Alcohol consumption and blood pressure in a group of young Australian males.
Baghurst KI., Dwyer T.
Several studies have suggested that regular consumption of alcoholic beverages is associated with hypertension. Recent studies, however, have implied tht whilst moderate or high ingestion of alcohol may be detrimental, a threshold exists for alcohol consumption below which alcohol may even exert a beneficial effect. As part of a larger study of a male, service population (average age 23 years) undergoing an initial training course of ten weeks duration, we measured both blood pressure and alcohol consumption in 350 men at entry and/or exit from the course. Alcohol intake was assessed using a supervised, self-administered dietary questionnaire which included two pre-tested measures of alcohol consumption. High alcohol consumption in these young men was not related to elevated systolic or diastolic blood pressure; neither was the recently reported lowering of blood pressure in low alcohol consumers compared to non-drinkers, apparent in this young population.

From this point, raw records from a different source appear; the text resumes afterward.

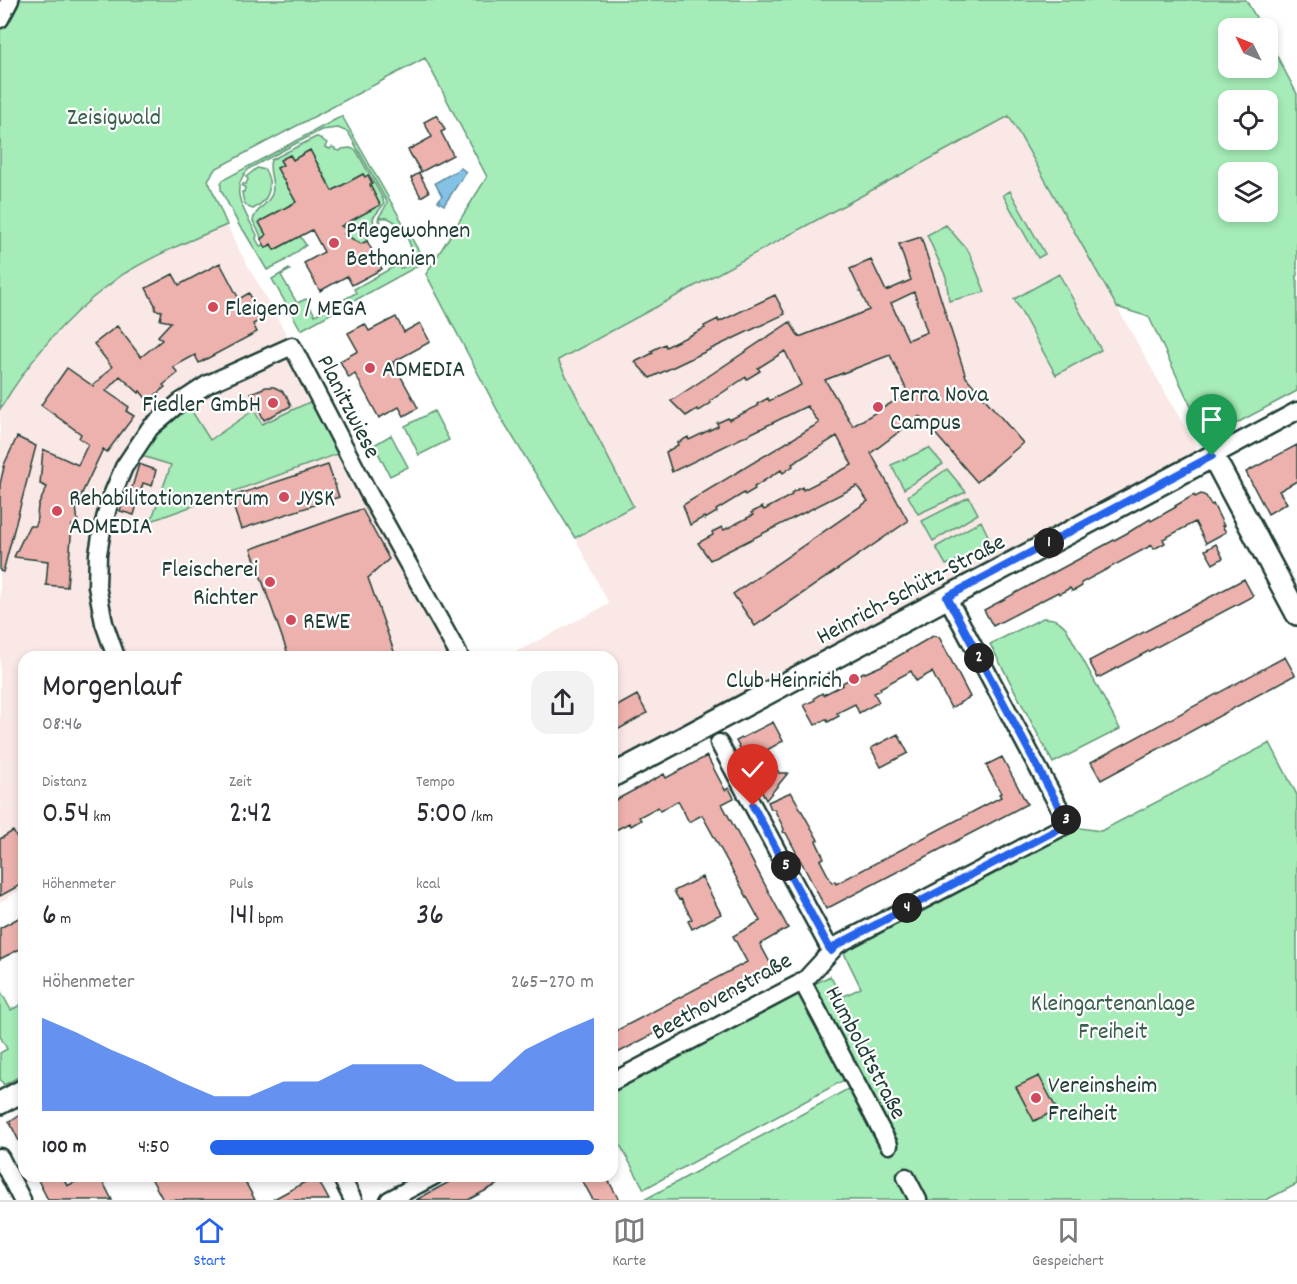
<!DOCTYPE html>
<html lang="de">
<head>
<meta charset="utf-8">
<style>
  body { margin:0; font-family:Dekko,sans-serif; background:#f2f2f3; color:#2b2b33; height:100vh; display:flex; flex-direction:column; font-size:22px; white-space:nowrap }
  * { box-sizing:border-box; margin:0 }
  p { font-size:20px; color:#7c7c81 }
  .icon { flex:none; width:33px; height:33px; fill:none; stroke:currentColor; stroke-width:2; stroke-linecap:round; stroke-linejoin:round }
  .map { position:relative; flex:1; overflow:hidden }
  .sheet { position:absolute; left:18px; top:651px; width:600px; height:531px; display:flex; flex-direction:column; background:#fff; border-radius:18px; box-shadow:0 3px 9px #0003 }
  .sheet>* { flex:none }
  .needle { width:39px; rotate:313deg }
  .fabs { position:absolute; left:1218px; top:18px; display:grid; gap:12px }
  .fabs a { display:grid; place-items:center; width:60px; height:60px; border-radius:12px; background:#fff; box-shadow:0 3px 9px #0003; font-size:30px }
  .pin { position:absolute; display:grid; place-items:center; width:51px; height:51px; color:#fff; margin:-62px -26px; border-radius:50% 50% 50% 0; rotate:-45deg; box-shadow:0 0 6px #0007 }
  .pin .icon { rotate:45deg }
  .km { position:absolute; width:30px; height:30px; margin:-15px; border-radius:50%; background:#222; color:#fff; font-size:16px; line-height:30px; text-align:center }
  .round { display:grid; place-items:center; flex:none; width:63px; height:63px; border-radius:18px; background:#f2f2f3 }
  .head { display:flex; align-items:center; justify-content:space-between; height:102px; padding:0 24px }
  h1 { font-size:33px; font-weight:600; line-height:45px }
  .metrics { display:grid; grid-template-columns:repeat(3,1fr); gap:9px; height:102px; padding:6px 24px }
  .metrics div { display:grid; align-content:center }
  .metrics b { font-size:30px; font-weight:600 }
  .metrics small { font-size:16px; font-weight:400 }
  .metrics p { font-size:16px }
  .chart { height:168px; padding:12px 24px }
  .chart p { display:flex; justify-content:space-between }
  .chart svg { width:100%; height:108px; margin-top:6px; fill:#2563eb; opacity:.7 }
  ul { padding:0 24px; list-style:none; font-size:20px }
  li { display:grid; grid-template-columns:96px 72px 1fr; align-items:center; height:45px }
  li i { height:15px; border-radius:8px; background:#2563eb }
  .tab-bar { display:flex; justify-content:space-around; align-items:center; height:84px; border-top:2px solid #e1e1e2; background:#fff; font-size:16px; color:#7c7c81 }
  .tab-bar a { display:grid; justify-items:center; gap:3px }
  .tab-bar .on { color:#2563eb }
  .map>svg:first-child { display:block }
</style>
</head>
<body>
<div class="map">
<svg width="1297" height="1200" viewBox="0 0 1297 1200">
  <rect width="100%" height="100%" fill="#fff"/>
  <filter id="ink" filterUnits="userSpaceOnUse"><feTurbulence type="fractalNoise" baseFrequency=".0167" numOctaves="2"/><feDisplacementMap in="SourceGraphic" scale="12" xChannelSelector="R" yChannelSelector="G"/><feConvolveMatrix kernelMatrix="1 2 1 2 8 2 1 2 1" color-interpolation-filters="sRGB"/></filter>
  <g filter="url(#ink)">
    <path fill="#fae8e6" d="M1009,116L1200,454L612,770V657H506L609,604L575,538L633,506L558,361Z
      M227,225L238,248L467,657H24V888L0,902V409L17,382L39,352L63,325L91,299L125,273L173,247Z"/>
    <path fill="#a5ecb8" stroke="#629476" stroke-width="1.5" fill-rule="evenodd" d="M0,0H1246L1262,28H1228V68H1268V39L1297,94V391L1218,433L1203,432L1149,317L1117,307L1009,116L558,360L633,506L575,538L503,421L426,274L487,177L425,58L215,169L208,180L227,225C193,239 159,253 127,272C119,276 112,283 105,288C61,321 28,363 0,409ZM1228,100H1268V140H1228ZM1228,172H1268V212H1228Z
      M342,116L425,262L301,330L272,279L289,269L290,270L281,275L297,303L306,299L315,315L356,293L354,289L395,266L401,268L409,266C418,252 404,226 390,219C386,217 384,218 380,218L381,221L379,222L378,220C379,214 386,209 387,202L348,132L338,128L321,130L250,168C226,189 246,213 257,235L256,239L260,246L264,245L266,248L271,244L275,250L300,236L306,245L283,262L267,270L244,231L240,227L221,190V183L223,180Z
      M316,137H318L327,143L325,147L330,149L332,147L335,148V150L340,151L342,149L350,148L356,150L383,199L384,204L373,218L374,226L371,230L364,234L367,241L352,249L349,241L350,237L344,234L347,230L339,225L336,205L346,223L380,205L370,185L372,183L368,176L365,177L363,174L330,192L309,193L328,182L310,150L293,160L290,155L281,160L283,165L277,168L295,200L308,201L290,205L259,222L266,235L261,239L260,234L253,221C254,210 268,205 272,194C276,182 267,171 271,160Z
      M257,168L265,170C274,186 269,201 253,209C244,207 243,200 242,192H244L245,187L242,186L243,184H246L248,179L246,177Z
      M1010,191L1045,254L1038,258L1003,195Z
      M946,225L969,252L985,292L949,301L946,277L927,235Z
      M1059,274L1101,350L1056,375L1014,299Z
      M312,401L340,453L151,521L171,465L142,456L159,428L188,405L210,440L254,410L262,424Z
      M434,411L449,440L419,455L405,426Z
      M391,435L408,467L390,476L374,445Z
      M929,448L943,464L904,489L891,465Z
      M947,469L966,492L918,514L908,496Z
      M969,497L978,514L933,541L922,521Z
      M981,521L993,546L946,565L936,547Z
      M1043,618C1054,618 1059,620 1066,628L1120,729L1053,763L990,644Z
      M1270,743L1297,795V1184L1266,1200H644L859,1083L808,987L830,976L842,997L861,988L843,951L1073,827L1101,831Z
      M0,990L11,1010L24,1003V1074L4,1085L0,1079V1053L7,1049L0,1036Z
      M799,990L846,1079L644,1189L612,1130V1090Z"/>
    <path fill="#85c1e5" stroke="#5c8c9e" stroke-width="1.5" d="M461,168L466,172L444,205L438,201L442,196L435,183Z"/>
    <path fill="#edb2ad" stroke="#1f3d34" stroke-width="1.5" fill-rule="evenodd" d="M437,115L445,130L441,132L453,155L421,172L408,150L432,137L424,122Z
      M310,150L332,191L363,174L365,177L368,175L372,183L370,185L380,205L341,226L347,230L344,234L361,244L367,241L382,269L352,285L347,276L320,291L304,263L324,252L312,230L274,250L271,244L266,248L261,239L266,235L259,222L296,202L277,168L283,165L280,160L290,155L293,160Z
      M419,173L429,192L421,197L411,178Z
      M921,237L966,377L1023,443L977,482L920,416L871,453L908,521L755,626L733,594L868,501L857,486L710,560L698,543L713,535L712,532L722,527L724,530L753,515L751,513L762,507L764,510L792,495L791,493L802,487L803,490L852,465L837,436L792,464L793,466L783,473L781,470L754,487L755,489L745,495L744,493L716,510L717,512L705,519L704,517L690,525L683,505L819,423L807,406L672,472L666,452L678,445L677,443L688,437L689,440L718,426L717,423L728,418L729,420L758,406L757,404L768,398L769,401L801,385L785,351L758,368L760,371L747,379L746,377L710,401L711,403L699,411L697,409L686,416L671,401L790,322L799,337L869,310L850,269L871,260L886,291L911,280L899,244ZM914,292L927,332L908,340L891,303ZM890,355L908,393L853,426L825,380Z
      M220,263L239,299L249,293L262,319L253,324L257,332L199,363L195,355L173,367L178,373L163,385L165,387L148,401L140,391L139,393L120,376L106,391L129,407L126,411L134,416L107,452L103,449L76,506L78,524L72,525L67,587L46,585L48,561L14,557L29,526H36L38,506L47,487L40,484L43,449L78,465L88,444L79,438L81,434L41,405L67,368L93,386L112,367L94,344L117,326L141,357L162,340L158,336L171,322L160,320L162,311L155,310V305L146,288L173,274L179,285Z
      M775,295L785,314L650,378L635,362L653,353L651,351L665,344L666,347L705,328L704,326L718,319L719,322Z
      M396,317L404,332L420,323L430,342L393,362L418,408L404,416L399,407L379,418L355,374L349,378L340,361L358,351L348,333L365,324L369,331Z
      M266,387H274L282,391L287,397L291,406L264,420L251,393Z
      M17,437L36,446L3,572L0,571V484L4,467H3Z
      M1297,445V481L1279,491L1287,503L1268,514L1246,472Z
      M139,464L156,470L152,486L143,483L134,515L120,511L126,490L131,491Z
      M328,465L339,497L241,529L230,497Z
      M1201,494L1206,496L1211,505L1213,504L1224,526H1222L1226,532L1206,543L1195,522L1163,539L1165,543L1154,549L1152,545L1081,583L1082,586L1077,589L1072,591L1070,588L1059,594L1058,592L993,626L984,610L1129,532L1150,519L1151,521L1176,507L1175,506L1194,495L1195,497Z
      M362,509L389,559L368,578L396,657H289L251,549Z
      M1216,544L1223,558L1213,564L1205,550Z
      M1244,579L1253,596L1098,678L1089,661Z
      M933,636L939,637L970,697L951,708L932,672L916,681L911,671L880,688L881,690L874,693L879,702L859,713L855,704L837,713L839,716L828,722L826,719L815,725L804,705L815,700L814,698L822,693L823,695L843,685L842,683L864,672L865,673L881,666Z
      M1285,657L1295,675L1101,780L1091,762Z
      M637,695L647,713L612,733V709Z
      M773,722L783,741L767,750L779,773H788L766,800L757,782L759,781L736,741Z
      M898,734L908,753L881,767L871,748Z
      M707,756L725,790L729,788L734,798L722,804L788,928L760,944L774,970L612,1056V1033L747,962L733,936L760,921L702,815L689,822L678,801L660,811L658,807L639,817L641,820L631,826L629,823L612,832V802L664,774L666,778Z
      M1002,757L1027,804L826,909L786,833L783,832L784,829L774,809H771L768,802L791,792L818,840L816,841L824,858L820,860L832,883L835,881L836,884L1001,797L999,794L1001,793L986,765Z
      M13,831L24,851V883L0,896V839Z
      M702,877L721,914L692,929L688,921L692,919L681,899L679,900L674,891Z
      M24,915V947L0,959V928Z
      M1039,1076L1057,1110L1034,1121L1016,1087Z
      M24,1113V1151L9,1121Z
      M36,1176H63L67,1186L87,1176H100L112,1200H48Z
      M150,1176H242L255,1200H163Z
      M316,1176L329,1200H272Z
      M460,1176H513L468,1200H416Z
      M580,1176H606L619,1200H593Z"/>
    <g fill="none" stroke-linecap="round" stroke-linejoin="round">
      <g stroke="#1f3d34" stroke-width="21">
        <path id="minor" d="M0,19L10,0
          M1213,456L1297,411
          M116,657L104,623L97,586L98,554L102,530L110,500L124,467L150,428L179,403L208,384L292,346L368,492L460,657
          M719,743L831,951
          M802,981L889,1145
          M612,1082L804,981L837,945L1068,824L947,597
          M0,1157L22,1200
          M341,1176L353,1200
          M906,1177L918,1200
          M389,1200L434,1176"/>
      </g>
      <g stroke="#1f3d34" stroke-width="26">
        <path id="major" d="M612,776L1213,456L1297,614
          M0,1103L24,1090"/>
      </g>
      <use href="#minor" stroke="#fff" stroke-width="16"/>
      <use href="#major" stroke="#fff" stroke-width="21"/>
    </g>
  </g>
  <g fill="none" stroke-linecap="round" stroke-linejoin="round" filter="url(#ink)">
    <g stroke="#fff" stroke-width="12">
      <path id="route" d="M753,806L831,951L837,945L1068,824L947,597L1212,456"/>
    </g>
    <use href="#route" stroke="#2563eb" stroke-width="8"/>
  </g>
  <g fill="#d1495b" stroke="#fff" stroke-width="2">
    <circle cx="334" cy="243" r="6"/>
    <circle cx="213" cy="307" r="6"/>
    <circle cx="370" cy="368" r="6"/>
    <circle cx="273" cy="403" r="6"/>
    <circle cx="878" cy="407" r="6"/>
    <circle cx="284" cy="497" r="6"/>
    <circle cx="57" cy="511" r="6"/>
    <circle cx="270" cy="582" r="6"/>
    <circle cx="291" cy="620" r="6"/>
    <circle cx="854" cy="679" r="6"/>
    <circle cx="1036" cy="1098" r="6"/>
  </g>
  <g text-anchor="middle" stroke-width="4.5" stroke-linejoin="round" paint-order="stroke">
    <g font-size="24" fill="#3a604e" stroke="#fff">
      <text x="114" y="124">Zeisigwald</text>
      <text x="1113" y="1010">Kleingartenanlage<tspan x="1113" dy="28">Freiheit</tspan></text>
    </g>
    <g font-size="24" fill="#1f3d34" stroke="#fff" text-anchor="start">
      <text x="346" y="237">Pflegewohnen<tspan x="346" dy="28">Bethanien</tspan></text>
      <text x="225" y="315">Fleigeno / MEGA</text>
      <text x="382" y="376">ADMEDIA</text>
      <text x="890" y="401">Terra Nova<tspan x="890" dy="28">Campus</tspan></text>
      <text x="261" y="411" text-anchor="end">Fiedler GmbH</text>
      <text x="69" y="505">Rehabilitationzentrum<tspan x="69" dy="28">ADMEDIA</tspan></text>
      <text x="296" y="505">JYSK</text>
      <text x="258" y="576" text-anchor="end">Fleischerei<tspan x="258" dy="28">Richter</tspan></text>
      <text x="303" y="628">REWE</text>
      <text x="842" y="687" text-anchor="end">Club Heinrich</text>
      <text x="1048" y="1092">Vereinsheim<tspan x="1048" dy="28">Freiheit</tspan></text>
    </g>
    <g font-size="24" fill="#1f3d34" stroke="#fff">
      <text transform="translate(350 406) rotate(63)" y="8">Planitzwiese</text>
      <text transform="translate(910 588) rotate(-28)" y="8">Heinrich-Schütz-Straße</text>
      <text transform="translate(721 995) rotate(-29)" y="8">Beethovenstraße</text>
      <text transform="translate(867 1052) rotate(62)" y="8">Humboldtstraße</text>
    </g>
  </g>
</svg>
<div class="fabs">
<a><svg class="needle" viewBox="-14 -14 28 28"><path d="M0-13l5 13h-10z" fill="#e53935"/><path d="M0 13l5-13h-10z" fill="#7c7c81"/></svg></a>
<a><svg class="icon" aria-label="locate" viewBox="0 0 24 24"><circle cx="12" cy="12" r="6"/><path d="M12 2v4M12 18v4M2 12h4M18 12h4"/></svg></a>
<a><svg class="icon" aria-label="layers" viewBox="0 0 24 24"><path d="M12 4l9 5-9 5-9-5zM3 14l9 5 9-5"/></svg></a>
</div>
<div class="pin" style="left:1212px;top:456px;background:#1e9e55"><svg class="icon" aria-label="arrive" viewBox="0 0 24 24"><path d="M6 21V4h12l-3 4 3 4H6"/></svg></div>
<div class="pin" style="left:753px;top:806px;background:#d93025"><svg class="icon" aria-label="check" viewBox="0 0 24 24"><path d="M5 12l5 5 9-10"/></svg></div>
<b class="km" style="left:1049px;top:543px">1</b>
<b class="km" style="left:979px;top:658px">2</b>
<b class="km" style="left:1066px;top:820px">3</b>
<b class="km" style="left:907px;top:908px">4</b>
<b class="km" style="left:786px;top:866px">5</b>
<section class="sheet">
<div class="head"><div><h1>Morgenlauf</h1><p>08:46</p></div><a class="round"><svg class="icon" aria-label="share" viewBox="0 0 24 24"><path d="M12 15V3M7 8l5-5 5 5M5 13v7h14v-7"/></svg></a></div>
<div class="metrics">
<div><p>Distanz</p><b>0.54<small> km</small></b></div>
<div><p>Zeit</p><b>2:42</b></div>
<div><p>Tempo</p><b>5:00<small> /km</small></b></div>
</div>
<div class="metrics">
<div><p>Höhenmeter</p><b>6<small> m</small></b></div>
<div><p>Puls</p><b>141<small> bpm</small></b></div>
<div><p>kcal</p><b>36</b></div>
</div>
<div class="chart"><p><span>Höhenmeter</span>265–270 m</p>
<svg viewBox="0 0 160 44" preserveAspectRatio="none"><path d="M0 44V6L10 12L20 19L30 25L40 32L50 38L60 38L70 32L80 32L90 25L100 25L110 25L120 32L130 32L140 19L150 12L160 6V44z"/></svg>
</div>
<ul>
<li><b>100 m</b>4:50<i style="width:100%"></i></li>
</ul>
</section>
</div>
<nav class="tab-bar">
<a class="on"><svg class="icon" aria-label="home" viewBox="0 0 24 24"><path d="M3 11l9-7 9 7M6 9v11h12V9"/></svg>Start</a>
<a><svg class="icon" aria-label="map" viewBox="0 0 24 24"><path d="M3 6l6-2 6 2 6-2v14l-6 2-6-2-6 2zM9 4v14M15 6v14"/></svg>Karte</a>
<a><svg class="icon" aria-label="saved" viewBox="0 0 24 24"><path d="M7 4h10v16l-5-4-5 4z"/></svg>Gespeichert</a>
</nav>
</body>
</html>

The lack of relationship between alcohol consumption and blood pressure in this predominantly young group suggests that the relationship, if there is one, between these two factors only becomes clinically obvious either with longer exposure to alcohol, or in an older age group in whom the mechanism of control of blood pressure may already be somewhat compromised by other age-related physiological changes which are not readily measurable.